Records
* * * * *

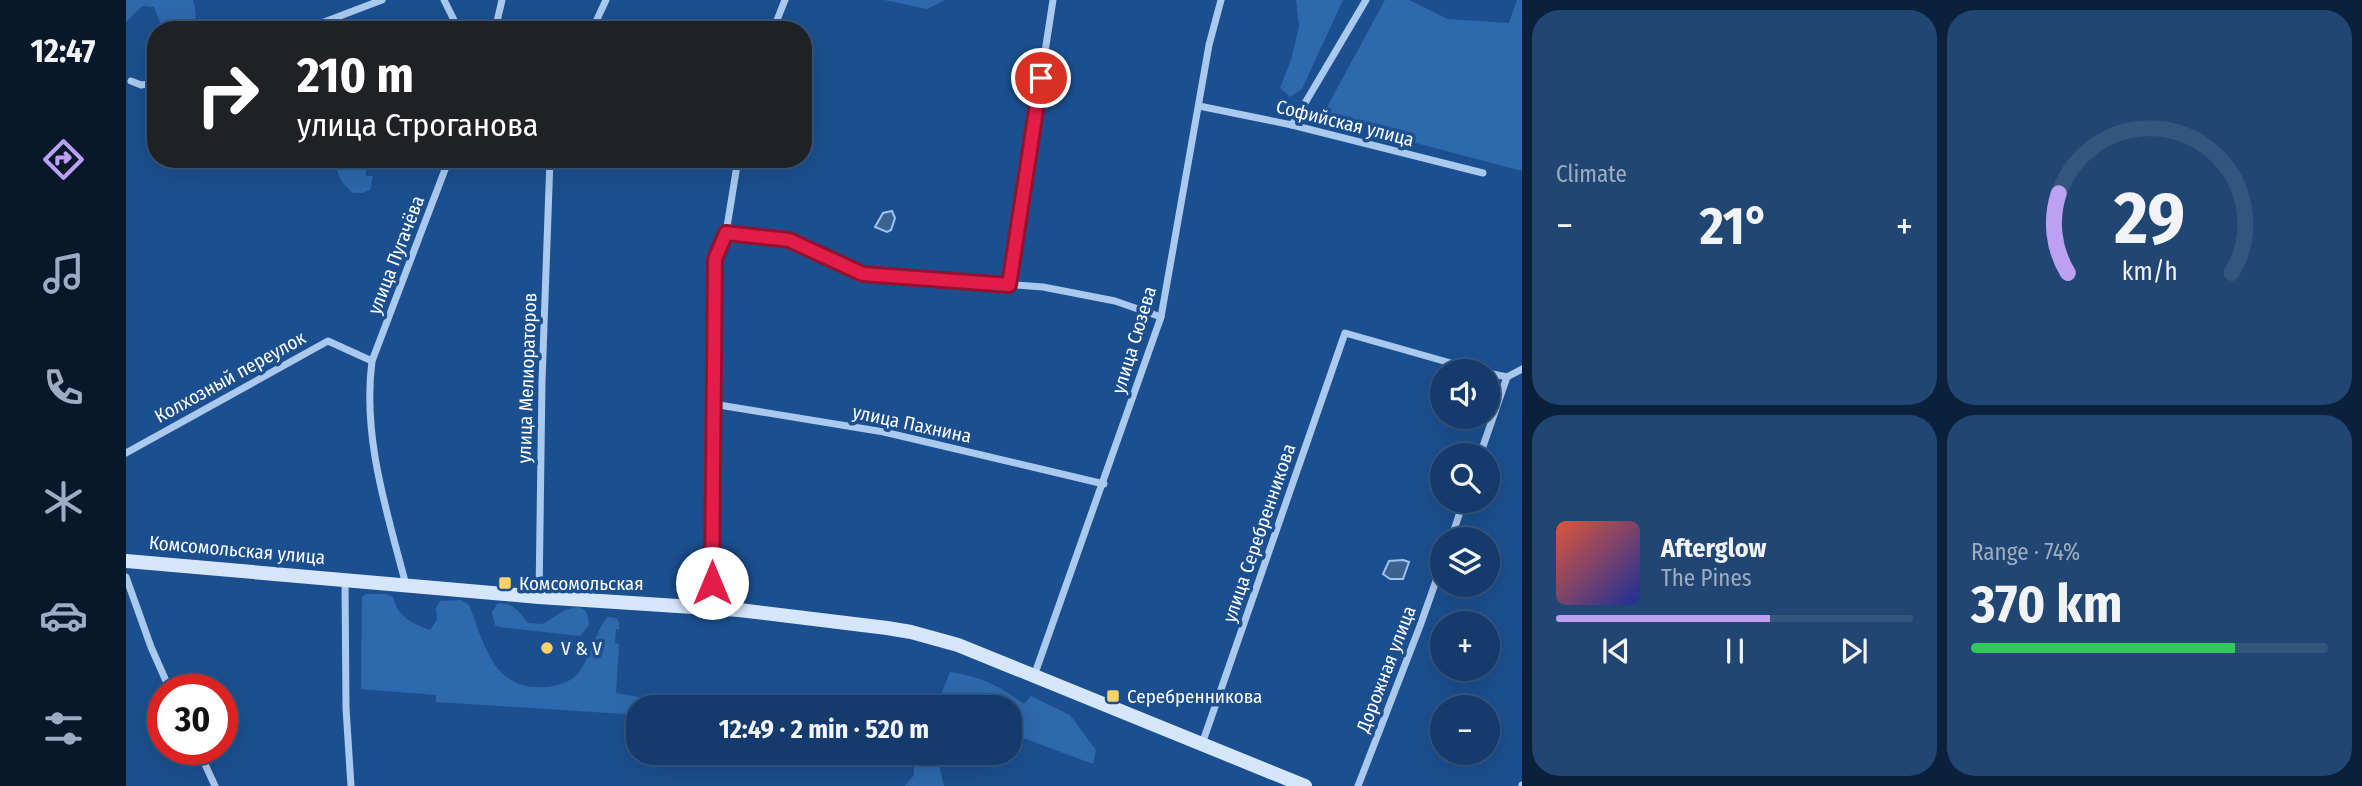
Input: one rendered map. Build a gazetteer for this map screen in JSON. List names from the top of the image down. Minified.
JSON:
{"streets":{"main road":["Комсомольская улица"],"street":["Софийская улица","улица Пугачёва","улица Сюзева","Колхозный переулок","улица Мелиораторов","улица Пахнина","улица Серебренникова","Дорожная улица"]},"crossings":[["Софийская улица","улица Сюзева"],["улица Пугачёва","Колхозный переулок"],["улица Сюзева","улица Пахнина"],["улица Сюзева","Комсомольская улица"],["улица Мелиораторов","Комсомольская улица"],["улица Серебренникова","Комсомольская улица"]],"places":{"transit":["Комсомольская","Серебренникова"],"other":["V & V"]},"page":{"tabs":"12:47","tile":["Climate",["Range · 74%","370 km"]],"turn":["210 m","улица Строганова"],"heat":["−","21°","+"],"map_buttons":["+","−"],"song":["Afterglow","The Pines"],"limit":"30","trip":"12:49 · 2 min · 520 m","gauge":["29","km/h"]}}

* * * * *

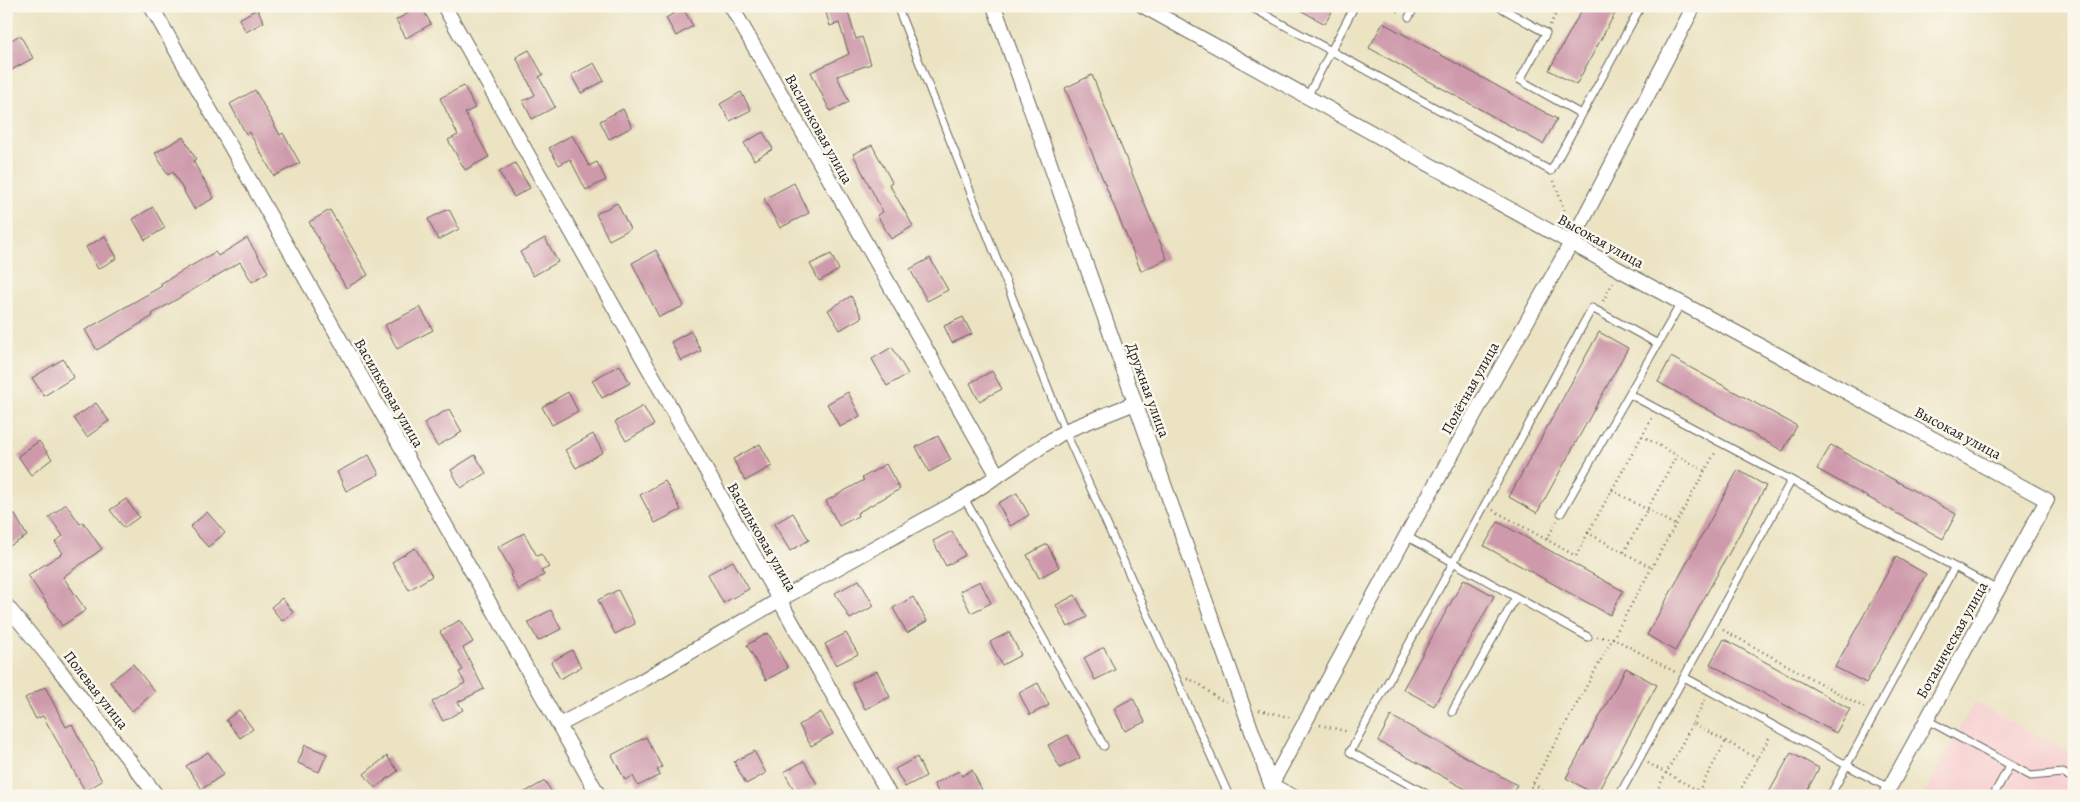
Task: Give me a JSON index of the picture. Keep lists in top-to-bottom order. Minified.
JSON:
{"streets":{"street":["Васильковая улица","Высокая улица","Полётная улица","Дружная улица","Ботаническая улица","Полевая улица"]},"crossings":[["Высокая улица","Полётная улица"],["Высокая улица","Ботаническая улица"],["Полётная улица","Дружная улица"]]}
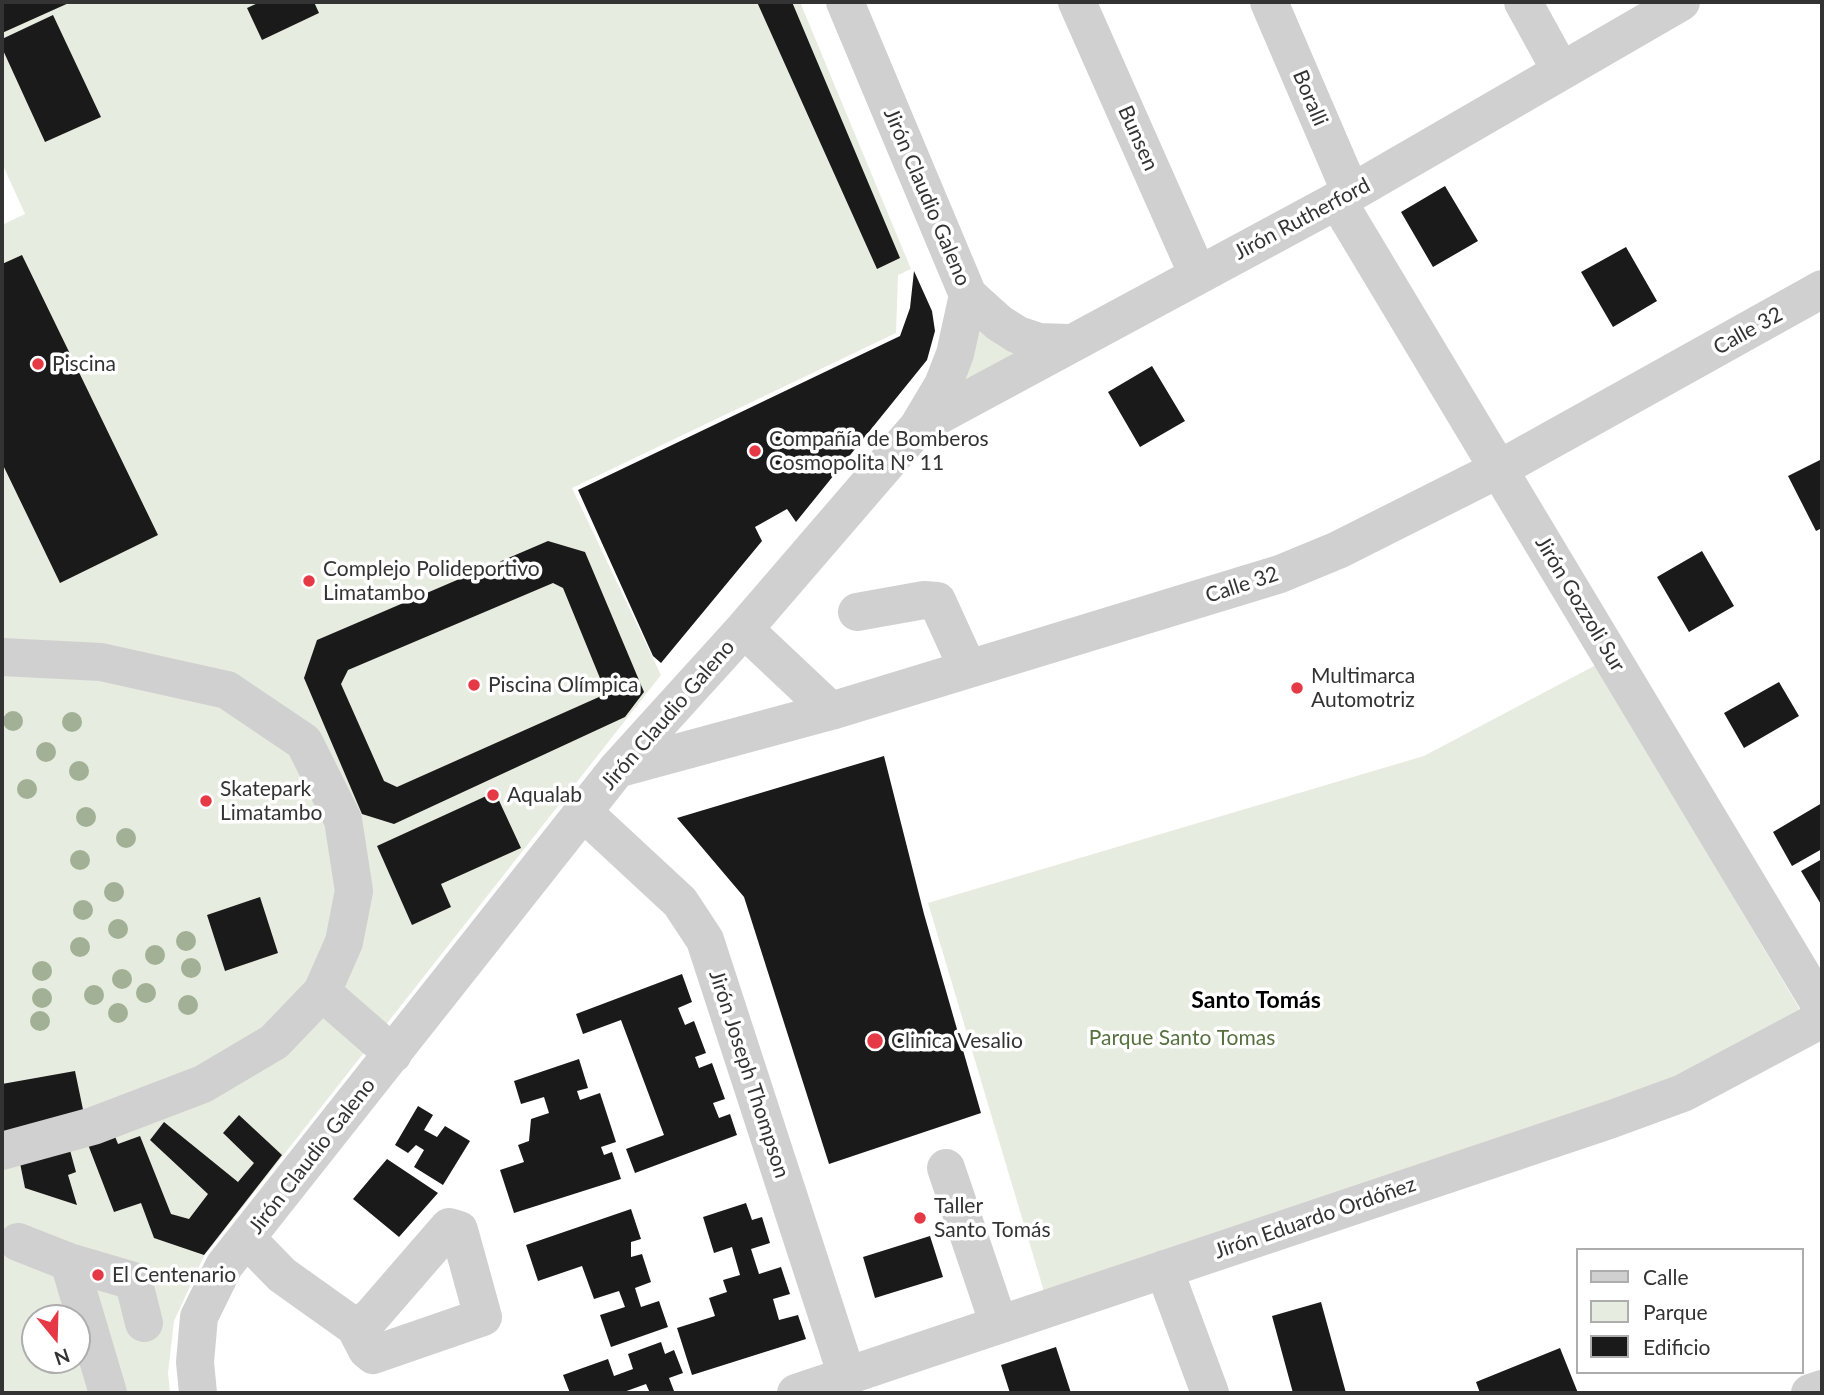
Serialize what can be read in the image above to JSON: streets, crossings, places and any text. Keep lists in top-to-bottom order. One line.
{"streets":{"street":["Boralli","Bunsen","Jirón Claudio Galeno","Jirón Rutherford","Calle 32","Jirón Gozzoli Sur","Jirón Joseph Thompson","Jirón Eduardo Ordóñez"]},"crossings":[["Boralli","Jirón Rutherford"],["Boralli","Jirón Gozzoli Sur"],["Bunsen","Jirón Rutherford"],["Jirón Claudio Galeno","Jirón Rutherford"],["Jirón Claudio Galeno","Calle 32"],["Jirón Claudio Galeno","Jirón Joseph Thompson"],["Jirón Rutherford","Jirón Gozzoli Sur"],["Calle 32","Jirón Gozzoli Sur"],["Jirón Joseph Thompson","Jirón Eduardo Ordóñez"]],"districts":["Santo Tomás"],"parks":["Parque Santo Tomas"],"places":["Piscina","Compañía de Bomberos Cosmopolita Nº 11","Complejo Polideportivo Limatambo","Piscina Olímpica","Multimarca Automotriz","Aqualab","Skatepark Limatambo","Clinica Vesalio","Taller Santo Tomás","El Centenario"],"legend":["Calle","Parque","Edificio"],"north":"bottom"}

* * * * *

Your task
Every line above that holds "Minified" should be copied out.

Result of this task
Input: one rendered map. Build a gazetteer for this map screen in JSON. List names from the top of the image down. Minified.
Task: Give me a JSON index of the picture. Keep lists in top-to-bottom order. Minified.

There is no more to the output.